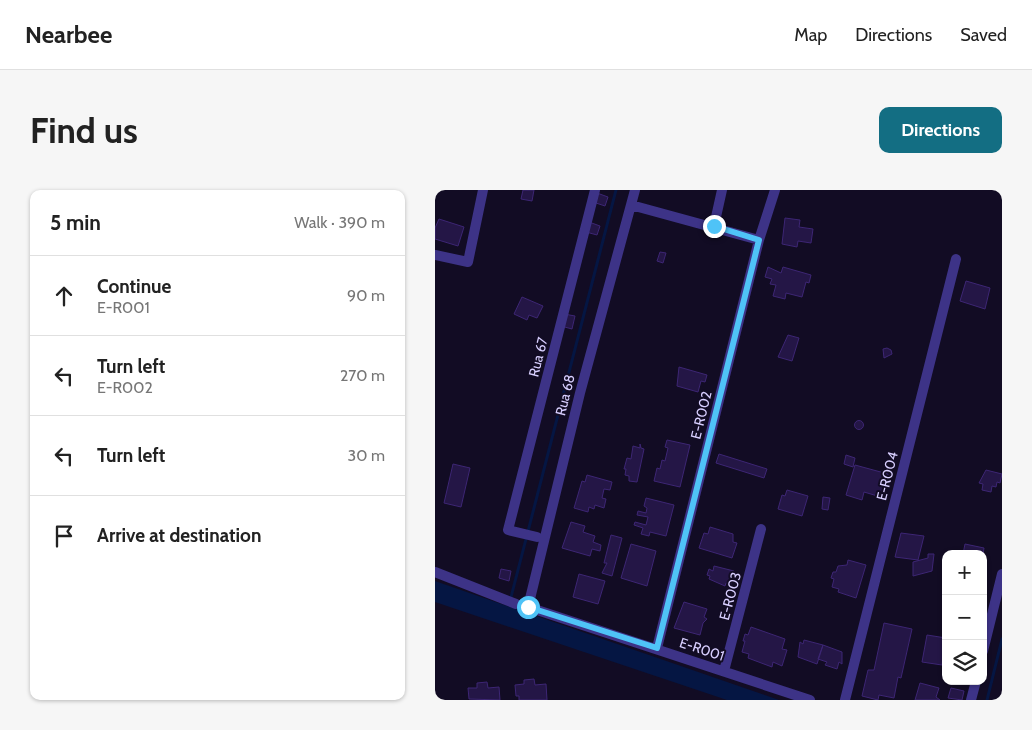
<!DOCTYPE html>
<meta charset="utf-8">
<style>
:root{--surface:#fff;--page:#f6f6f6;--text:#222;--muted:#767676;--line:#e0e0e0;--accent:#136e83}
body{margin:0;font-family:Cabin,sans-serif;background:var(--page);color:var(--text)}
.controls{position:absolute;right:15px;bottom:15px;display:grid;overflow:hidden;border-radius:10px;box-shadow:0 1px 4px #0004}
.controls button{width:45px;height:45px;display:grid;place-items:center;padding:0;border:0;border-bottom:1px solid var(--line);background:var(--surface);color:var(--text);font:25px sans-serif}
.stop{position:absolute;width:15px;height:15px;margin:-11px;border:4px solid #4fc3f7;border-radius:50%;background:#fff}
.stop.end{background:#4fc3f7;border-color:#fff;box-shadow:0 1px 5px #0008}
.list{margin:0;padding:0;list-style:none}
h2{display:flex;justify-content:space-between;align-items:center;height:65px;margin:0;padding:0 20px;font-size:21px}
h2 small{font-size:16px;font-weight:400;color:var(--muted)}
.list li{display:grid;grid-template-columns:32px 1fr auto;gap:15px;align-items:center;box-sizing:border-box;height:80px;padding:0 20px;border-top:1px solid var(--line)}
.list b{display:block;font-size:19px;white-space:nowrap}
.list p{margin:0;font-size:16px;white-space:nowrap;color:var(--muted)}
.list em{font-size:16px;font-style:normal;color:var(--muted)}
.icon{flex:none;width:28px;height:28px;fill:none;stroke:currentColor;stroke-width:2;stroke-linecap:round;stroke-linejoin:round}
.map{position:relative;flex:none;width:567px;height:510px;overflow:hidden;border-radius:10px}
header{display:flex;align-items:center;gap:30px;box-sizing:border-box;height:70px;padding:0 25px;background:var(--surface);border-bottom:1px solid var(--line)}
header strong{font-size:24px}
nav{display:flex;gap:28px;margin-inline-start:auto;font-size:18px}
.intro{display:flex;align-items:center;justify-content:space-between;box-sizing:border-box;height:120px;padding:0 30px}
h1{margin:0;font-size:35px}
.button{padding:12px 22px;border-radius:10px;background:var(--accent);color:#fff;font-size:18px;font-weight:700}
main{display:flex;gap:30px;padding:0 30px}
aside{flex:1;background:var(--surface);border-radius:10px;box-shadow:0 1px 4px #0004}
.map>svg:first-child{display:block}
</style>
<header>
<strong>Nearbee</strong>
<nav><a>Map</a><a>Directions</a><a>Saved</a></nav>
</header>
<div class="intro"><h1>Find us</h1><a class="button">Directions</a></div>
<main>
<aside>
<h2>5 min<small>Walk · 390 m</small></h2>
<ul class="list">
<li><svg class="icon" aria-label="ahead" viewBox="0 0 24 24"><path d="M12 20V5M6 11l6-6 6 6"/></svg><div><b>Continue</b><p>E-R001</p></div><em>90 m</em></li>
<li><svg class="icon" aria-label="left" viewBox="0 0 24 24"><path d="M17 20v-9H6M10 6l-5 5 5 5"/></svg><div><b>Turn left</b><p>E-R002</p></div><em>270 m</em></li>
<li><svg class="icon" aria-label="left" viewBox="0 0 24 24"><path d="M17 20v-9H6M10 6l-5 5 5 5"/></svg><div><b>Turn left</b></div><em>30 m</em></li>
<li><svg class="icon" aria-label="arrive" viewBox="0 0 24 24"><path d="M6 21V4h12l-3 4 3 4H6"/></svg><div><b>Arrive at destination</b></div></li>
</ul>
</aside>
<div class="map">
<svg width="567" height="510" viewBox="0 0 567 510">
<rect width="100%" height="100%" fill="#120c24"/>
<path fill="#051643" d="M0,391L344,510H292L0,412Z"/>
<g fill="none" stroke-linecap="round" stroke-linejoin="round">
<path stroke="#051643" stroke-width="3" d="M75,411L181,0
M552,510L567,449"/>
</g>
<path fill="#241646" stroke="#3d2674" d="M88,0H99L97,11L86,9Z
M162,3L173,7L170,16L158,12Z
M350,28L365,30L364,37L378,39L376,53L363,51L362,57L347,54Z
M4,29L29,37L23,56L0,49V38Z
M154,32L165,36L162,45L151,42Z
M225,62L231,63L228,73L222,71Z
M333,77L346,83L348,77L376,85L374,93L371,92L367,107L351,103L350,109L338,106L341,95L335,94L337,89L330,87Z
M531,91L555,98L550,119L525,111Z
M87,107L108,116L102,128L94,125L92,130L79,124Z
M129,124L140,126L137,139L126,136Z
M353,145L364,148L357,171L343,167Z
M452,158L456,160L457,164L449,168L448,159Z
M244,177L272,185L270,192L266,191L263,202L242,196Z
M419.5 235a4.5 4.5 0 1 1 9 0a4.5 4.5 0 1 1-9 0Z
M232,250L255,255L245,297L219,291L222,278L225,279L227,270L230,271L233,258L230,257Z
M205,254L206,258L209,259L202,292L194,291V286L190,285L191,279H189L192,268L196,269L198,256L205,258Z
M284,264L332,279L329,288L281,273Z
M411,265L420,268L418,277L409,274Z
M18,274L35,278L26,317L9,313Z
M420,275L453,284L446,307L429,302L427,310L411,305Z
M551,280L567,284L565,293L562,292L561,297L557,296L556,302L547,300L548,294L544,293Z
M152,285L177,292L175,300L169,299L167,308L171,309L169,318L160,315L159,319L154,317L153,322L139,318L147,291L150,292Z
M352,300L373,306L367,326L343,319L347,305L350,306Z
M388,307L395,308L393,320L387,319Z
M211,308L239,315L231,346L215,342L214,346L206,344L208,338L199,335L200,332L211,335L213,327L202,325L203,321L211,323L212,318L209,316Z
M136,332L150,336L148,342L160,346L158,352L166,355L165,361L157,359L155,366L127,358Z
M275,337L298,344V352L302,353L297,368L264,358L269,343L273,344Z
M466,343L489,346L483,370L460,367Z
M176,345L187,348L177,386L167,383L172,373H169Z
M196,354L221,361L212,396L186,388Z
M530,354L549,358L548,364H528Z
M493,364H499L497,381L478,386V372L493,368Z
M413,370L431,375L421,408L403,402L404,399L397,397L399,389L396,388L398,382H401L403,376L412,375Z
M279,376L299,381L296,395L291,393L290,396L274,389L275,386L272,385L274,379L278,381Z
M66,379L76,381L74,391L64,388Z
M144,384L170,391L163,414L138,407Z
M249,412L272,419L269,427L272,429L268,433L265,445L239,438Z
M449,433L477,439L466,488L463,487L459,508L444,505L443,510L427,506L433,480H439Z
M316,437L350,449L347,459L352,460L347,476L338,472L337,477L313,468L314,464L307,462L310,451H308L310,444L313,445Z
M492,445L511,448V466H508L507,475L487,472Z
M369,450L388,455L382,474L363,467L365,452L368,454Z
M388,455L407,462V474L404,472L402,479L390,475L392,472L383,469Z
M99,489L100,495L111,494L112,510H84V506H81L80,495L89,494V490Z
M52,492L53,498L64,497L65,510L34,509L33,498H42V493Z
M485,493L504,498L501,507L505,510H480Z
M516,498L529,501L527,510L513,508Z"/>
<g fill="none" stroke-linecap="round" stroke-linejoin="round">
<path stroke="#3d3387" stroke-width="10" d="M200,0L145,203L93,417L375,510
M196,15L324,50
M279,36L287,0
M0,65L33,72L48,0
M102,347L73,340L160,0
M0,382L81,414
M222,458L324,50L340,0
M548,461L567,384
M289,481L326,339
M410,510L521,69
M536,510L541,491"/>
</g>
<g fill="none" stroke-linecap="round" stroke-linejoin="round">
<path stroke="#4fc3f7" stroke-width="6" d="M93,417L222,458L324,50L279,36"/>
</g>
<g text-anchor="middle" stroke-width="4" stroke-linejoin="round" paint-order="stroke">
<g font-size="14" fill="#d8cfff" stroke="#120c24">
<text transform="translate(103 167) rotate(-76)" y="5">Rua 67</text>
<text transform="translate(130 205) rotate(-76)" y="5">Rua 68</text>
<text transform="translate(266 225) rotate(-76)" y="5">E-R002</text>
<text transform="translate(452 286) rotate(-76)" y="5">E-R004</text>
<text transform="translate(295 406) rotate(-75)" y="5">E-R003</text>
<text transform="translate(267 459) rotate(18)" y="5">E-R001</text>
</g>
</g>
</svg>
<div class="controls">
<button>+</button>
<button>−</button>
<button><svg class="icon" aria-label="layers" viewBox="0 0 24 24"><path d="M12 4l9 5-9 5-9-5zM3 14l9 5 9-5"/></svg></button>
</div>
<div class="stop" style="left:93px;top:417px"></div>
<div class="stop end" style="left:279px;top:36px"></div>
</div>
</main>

-- EXERCISE REQUIREMENTS --
With the line that contains "<button>+</button>" as your start, reproduce the data above exactly through its last line, and nothing before that start.

-- ANSWER SECTION --
<button>+</button>
<button>−</button>
<button><svg class="icon" aria-label="layers" viewBox="0 0 24 24"><path d="M12 4l9 5-9 5-9-5zM3 14l9 5 9-5"/></svg></button>
</div>
<div class="stop" style="left:93px;top:417px"></div>
<div class="stop end" style="left:279px;top:36px"></div>
</div>
</main>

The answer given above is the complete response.